- **Records from a data source**:

'''

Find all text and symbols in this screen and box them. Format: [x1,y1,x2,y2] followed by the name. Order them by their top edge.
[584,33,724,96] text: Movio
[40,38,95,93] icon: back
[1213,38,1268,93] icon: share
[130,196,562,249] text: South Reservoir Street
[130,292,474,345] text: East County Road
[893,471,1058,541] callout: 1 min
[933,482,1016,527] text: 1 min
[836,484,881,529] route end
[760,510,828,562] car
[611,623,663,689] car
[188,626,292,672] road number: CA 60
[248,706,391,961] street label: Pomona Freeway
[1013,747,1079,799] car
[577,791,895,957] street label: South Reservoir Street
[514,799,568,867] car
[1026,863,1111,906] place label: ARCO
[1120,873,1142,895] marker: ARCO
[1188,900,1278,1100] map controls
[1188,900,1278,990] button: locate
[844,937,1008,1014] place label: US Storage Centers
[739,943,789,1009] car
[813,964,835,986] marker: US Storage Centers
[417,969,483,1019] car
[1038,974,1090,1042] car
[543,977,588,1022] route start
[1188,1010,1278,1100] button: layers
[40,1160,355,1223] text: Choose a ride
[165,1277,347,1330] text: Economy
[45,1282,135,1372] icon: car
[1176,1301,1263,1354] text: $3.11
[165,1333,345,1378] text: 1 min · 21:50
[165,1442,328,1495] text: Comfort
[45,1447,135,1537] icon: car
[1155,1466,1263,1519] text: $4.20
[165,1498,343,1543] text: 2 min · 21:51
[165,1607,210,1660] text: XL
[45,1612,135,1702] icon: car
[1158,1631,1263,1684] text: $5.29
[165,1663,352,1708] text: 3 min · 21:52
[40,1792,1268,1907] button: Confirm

'''

- **Instructions for the task**:
Please retype every entry above exactly as it stands.

- **Task result**:
Find all text and symbols in this screen and box them. Format: [x1,y1,x2,y2] followed by the name. Order them by their top edge.
[584,33,724,96] text: Movio
[40,38,95,93] icon: back
[1213,38,1268,93] icon: share
[130,196,562,249] text: South Reservoir Street
[130,292,474,345] text: East County Road
[893,471,1058,541] callout: 1 min
[933,482,1016,527] text: 1 min
[836,484,881,529] route end
[760,510,828,562] car
[611,623,663,689] car
[188,626,292,672] road number: CA 60
[248,706,391,961] street label: Pomona Freeway
[1013,747,1079,799] car
[577,791,895,957] street label: South Reservoir Street
[514,799,568,867] car
[1026,863,1111,906] place label: ARCO
[1120,873,1142,895] marker: ARCO
[1188,900,1278,1100] map controls
[1188,900,1278,990] button: locate
[844,937,1008,1014] place label: US Storage Centers
[739,943,789,1009] car
[813,964,835,986] marker: US Storage Centers
[417,969,483,1019] car
[1038,974,1090,1042] car
[543,977,588,1022] route start
[1188,1010,1278,1100] button: layers
[40,1160,355,1223] text: Choose a ride
[165,1277,347,1330] text: Economy
[45,1282,135,1372] icon: car
[1176,1301,1263,1354] text: $3.11
[165,1333,345,1378] text: 1 min · 21:50
[165,1442,328,1495] text: Comfort
[45,1447,135,1537] icon: car
[1155,1466,1263,1519] text: $4.20
[165,1498,343,1543] text: 2 min · 21:51
[165,1607,210,1660] text: XL
[45,1612,135,1702] icon: car
[1158,1631,1263,1684] text: $5.29
[165,1663,352,1708] text: 3 min · 21:52
[40,1792,1268,1907] button: Confirm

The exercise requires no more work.